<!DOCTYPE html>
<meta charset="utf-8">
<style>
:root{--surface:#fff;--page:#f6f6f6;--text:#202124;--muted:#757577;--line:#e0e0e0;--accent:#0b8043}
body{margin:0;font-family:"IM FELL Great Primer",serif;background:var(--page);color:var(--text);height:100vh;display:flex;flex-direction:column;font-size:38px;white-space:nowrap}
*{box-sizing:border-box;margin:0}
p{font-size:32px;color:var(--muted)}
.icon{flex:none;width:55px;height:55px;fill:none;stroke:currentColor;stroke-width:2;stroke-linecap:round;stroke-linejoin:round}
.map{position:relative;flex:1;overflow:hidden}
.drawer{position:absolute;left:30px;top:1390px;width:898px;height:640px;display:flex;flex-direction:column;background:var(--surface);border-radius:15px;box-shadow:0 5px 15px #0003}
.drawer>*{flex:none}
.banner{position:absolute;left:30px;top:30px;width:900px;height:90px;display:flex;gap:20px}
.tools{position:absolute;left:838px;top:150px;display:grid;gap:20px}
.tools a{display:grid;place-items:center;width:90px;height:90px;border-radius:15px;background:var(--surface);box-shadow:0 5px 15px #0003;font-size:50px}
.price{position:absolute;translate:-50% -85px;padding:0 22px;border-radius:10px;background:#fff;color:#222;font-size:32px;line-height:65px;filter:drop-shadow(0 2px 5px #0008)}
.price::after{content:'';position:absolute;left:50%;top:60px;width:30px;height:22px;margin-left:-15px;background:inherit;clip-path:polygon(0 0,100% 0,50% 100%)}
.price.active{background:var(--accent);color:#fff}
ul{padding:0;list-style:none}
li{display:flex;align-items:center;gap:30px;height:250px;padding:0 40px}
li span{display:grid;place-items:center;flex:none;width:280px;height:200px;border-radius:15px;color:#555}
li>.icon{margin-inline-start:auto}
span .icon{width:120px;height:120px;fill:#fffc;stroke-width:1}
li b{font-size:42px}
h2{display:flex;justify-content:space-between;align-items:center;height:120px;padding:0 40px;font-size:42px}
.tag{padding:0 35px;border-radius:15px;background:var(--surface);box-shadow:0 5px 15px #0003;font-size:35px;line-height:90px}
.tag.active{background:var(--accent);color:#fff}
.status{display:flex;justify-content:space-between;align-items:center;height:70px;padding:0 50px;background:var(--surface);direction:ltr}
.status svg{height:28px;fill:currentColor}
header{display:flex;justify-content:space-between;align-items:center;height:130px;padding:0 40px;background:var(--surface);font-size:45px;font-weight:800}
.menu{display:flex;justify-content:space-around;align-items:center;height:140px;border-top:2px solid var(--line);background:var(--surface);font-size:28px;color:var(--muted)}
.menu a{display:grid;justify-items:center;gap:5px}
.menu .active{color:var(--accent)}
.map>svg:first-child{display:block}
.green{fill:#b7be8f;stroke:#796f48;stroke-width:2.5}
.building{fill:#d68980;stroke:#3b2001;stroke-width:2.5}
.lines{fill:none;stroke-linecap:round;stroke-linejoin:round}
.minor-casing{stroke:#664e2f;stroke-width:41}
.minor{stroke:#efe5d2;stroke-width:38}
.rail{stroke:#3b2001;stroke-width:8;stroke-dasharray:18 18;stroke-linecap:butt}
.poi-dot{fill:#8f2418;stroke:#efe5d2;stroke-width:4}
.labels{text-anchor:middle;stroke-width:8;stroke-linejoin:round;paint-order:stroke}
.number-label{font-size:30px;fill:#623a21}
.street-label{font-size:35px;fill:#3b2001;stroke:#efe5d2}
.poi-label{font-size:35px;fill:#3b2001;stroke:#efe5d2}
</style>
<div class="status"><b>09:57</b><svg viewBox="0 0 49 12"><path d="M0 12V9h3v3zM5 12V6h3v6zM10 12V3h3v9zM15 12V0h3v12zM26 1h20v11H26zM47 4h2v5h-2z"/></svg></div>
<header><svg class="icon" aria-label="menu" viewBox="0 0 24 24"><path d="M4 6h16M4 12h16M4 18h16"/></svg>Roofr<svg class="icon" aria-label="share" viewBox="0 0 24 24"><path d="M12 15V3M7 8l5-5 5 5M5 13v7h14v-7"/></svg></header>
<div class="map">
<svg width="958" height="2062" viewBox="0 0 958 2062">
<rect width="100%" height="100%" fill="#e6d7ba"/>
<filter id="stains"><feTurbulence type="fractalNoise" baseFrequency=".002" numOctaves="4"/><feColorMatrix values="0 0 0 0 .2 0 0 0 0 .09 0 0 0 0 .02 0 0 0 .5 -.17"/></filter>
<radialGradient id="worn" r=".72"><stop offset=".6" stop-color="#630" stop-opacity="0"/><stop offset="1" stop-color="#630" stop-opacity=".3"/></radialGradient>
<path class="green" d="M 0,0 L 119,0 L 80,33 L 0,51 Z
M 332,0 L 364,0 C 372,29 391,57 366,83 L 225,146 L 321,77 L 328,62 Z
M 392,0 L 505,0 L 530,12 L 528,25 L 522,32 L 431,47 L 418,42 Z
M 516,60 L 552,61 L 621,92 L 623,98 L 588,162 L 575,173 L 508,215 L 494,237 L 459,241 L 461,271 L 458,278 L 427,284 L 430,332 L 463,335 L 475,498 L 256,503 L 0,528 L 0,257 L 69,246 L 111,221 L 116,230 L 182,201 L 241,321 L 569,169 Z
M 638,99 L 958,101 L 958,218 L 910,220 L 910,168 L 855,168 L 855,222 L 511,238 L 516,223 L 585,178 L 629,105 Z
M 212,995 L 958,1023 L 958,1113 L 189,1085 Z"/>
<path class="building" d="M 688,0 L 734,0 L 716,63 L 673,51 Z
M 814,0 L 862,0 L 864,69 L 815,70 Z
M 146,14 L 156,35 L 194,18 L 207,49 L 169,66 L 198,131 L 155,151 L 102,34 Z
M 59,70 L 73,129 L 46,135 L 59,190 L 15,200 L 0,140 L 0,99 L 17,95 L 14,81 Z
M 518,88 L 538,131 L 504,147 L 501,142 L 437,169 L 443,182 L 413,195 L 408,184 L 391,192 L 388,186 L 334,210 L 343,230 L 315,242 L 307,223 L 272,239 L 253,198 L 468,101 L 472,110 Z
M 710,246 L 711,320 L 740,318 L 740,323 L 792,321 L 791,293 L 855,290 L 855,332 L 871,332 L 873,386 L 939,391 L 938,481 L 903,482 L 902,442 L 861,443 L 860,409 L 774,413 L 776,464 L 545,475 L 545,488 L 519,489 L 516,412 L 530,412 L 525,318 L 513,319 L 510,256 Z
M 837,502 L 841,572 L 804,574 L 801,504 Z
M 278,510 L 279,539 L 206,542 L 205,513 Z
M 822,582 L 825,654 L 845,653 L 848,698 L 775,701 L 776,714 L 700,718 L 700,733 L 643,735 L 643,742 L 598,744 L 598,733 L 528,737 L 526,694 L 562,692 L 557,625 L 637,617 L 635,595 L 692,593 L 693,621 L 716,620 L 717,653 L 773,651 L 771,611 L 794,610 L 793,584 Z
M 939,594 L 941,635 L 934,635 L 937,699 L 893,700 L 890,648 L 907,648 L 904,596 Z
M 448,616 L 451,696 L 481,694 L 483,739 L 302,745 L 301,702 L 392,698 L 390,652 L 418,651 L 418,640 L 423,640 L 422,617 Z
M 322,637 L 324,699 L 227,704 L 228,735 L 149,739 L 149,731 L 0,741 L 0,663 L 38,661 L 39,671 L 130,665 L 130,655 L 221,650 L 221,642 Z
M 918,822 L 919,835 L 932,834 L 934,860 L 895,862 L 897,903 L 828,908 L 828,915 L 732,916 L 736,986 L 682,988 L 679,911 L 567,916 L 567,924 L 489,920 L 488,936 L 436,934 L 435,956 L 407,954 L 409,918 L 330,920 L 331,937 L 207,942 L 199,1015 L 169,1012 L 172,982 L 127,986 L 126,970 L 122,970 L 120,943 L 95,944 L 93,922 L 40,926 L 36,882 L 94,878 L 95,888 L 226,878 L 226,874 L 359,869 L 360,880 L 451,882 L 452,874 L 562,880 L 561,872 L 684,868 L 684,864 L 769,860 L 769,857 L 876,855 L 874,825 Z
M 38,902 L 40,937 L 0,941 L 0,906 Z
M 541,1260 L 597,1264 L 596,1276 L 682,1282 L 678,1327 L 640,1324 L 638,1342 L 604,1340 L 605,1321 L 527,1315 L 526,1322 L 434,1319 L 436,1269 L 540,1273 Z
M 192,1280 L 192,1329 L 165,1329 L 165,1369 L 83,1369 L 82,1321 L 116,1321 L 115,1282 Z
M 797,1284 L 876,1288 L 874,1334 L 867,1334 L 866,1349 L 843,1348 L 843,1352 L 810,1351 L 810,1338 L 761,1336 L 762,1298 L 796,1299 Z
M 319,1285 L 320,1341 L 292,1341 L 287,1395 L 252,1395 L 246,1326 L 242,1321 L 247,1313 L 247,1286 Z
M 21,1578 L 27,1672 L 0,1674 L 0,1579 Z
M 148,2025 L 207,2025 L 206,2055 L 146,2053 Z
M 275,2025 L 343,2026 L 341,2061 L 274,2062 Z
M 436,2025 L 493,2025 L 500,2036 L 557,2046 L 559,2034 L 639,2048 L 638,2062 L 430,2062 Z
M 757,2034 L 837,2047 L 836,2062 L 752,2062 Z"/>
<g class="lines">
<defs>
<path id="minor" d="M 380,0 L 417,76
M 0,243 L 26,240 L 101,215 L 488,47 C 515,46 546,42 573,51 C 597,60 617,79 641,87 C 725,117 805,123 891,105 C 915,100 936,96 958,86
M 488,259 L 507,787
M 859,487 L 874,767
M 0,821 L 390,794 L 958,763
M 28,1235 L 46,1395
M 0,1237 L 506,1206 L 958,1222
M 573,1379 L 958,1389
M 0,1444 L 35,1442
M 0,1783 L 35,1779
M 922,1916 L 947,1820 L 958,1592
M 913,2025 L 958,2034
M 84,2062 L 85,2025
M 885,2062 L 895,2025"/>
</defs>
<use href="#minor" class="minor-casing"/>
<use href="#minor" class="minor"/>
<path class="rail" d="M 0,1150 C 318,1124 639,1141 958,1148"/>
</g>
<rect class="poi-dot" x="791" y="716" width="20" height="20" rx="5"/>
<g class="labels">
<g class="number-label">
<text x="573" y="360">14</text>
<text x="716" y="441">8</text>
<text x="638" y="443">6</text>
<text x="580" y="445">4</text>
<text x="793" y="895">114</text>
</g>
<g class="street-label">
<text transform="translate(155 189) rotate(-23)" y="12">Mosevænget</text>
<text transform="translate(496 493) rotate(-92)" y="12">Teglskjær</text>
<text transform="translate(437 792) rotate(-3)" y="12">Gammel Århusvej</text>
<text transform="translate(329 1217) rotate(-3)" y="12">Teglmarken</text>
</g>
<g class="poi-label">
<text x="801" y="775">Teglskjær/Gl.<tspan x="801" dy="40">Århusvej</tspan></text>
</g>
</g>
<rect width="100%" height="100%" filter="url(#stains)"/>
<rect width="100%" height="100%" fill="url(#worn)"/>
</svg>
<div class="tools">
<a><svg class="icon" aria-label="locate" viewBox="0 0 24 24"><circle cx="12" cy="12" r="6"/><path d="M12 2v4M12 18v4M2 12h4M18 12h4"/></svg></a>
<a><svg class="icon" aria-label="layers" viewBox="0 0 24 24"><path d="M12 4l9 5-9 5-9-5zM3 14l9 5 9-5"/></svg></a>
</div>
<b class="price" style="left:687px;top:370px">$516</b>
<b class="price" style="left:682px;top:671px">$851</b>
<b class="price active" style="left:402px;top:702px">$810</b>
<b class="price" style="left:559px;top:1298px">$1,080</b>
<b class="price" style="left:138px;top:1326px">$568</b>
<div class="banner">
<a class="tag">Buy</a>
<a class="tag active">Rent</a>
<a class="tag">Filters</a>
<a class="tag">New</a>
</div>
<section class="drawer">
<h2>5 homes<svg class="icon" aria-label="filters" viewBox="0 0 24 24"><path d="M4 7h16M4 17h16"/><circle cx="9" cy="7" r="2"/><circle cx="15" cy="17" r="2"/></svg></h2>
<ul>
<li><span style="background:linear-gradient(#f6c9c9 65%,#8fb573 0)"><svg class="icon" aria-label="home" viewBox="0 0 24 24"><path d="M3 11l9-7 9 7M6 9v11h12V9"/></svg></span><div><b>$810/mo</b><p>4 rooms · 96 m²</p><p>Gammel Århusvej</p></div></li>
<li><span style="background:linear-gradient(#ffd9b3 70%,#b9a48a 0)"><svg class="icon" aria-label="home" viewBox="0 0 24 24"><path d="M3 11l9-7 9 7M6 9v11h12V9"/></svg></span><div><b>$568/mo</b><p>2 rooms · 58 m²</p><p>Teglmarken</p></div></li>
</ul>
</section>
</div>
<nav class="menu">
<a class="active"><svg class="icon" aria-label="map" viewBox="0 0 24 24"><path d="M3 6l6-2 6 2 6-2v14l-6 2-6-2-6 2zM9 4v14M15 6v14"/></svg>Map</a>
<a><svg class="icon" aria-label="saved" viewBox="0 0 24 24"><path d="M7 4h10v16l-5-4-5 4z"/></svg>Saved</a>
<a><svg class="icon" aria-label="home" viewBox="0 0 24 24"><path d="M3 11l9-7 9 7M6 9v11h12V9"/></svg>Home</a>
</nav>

====

Task prompt:
Search the material for the string "column" and return each line that has it.

Solution to this problem:
body{margin:0;font-family:"IM FELL Great Primer",serif;background:var(--page);color:var(--text);height:100vh;display:flex;flex-direction:column;font-size:38px;white-space:nowrap}
.drawer{position:absolute;left:30px;top:1390px;width:898px;height:640px;display:flex;flex-direction:column;background:var(--surface);border-radius:15px;box-shadow:0 5px 15px #0003}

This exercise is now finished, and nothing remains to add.